Senin 25 Jun 2018 19:31 WIB

Konsultasi Syariah: Produk Multiakad

Jika setiap unsur akad dalam multiakad hukumnya sah, maka gabungan akad juga sah.

Pakar Fiqih Muamalah Ustadz Oni Sahroni saat memaparkan penjelasan pada kegiatan Kajian Ahad Pagi dengan tema  Pesan Makanan via Jasa Transportasi Online Menurut Fikih Islam di Masjid Ukhuwah Islamiyah Universitas Indonesia, Depok, Jawa Barat, Ahad (18/2).
Foto: Republika/Putra M. Akbar
Pakar Fiqih Muamalah Ustadz Oni Sahroni saat memaparkan penjelasan pada kegiatan Kajian Ahad Pagi dengan tema Pesan Makanan via Jasa Transportasi Online Menurut Fikih Islam di Masjid Ukhuwah Islamiyah Universitas Indonesia, Depok, Jawa Barat, Ahad (18/2).

REPUBLIKA.CO.ID, Diasuh Oleh:  DR ONI SAHRONI MA, Anggota Dewan Syariah Nasional Majelis Ulama Indonesia

 

Assalamualaikum wr wb.

Banyak produk lembaga keuangan syariah (LKS), khususnya perbankan (seperti produk KPR), terdiri atas multiakad.
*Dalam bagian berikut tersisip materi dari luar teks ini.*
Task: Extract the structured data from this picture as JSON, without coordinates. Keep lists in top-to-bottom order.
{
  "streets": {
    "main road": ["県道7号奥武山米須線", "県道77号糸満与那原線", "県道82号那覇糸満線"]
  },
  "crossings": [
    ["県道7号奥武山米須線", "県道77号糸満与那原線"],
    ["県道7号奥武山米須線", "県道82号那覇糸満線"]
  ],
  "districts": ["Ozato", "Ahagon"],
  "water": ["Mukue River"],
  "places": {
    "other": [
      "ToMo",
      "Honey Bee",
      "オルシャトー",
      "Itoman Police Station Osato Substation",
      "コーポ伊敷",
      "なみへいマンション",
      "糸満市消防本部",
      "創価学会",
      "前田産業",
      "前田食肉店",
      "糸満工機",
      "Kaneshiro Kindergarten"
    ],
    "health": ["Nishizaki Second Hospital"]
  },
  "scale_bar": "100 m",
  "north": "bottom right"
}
Saya ingin dapat penjelasan, bagaimana pandangan fikih tentang produk berbasis multiakad ini?

 

Muhammad (Jakarta)

 

Waalaikumusalam wr wb.

Menurut Standar Syariah Internasional AAOIFI, multiakad diperbolehkan selama tidak termasuk akad yang dilarang dalam nash, bukan untuk tujuan modus atau rekayasa pinjaman berbunga, dan bukan termasuk akad yang saling bertentangan. Kesimpulan ini berdasarkan telaah terhadap hadis, maqashid, standar syariah AAOIFI, Fatwa DSN MUI terkait.

Di antara karakteristik multiakad adalah pelaku, objek, dan pengaruh akadnya sama, serta antara dua akad yang bersyarat; beberapa akad yang didesain menjadi satu paket akad yang memiliki tahapan dan bagian-bagian akad. Pada umumnya, desain akad ini dilakukan untuk memenuhi kebutuhan pasar dan nasabah.

Contohnya, KPR dengan akad IMBT yang terdiri atas akad ijarah dan jual beli, produk KPR dengan akad musyarakah mutanaqisah yang terdiri atas akad syirkah, ijarah dan jual beli, dan produk gadai emas yang terdiri atas qardh, rahn, dan nafaqatul marhun.

Pada prinsipnya, multiakad diperbolehkan jika terhindar dari unsur-unsur berikut. Pertama, tidak termasuk akad yang dilarang untuk digabungkan oleh nash. Seperti menggabungkan transaksi pinjaman dan jual beli, sebagaimana hadis Rasulullah SAW, “Tidak boleh menggabungkan transaksi pinjaman dan jual beli ...” Menurut para ulama, kombinasi akad jual beli dan pinjaman tidak diperkenankan jika menjadi modus pinjaman berbunga.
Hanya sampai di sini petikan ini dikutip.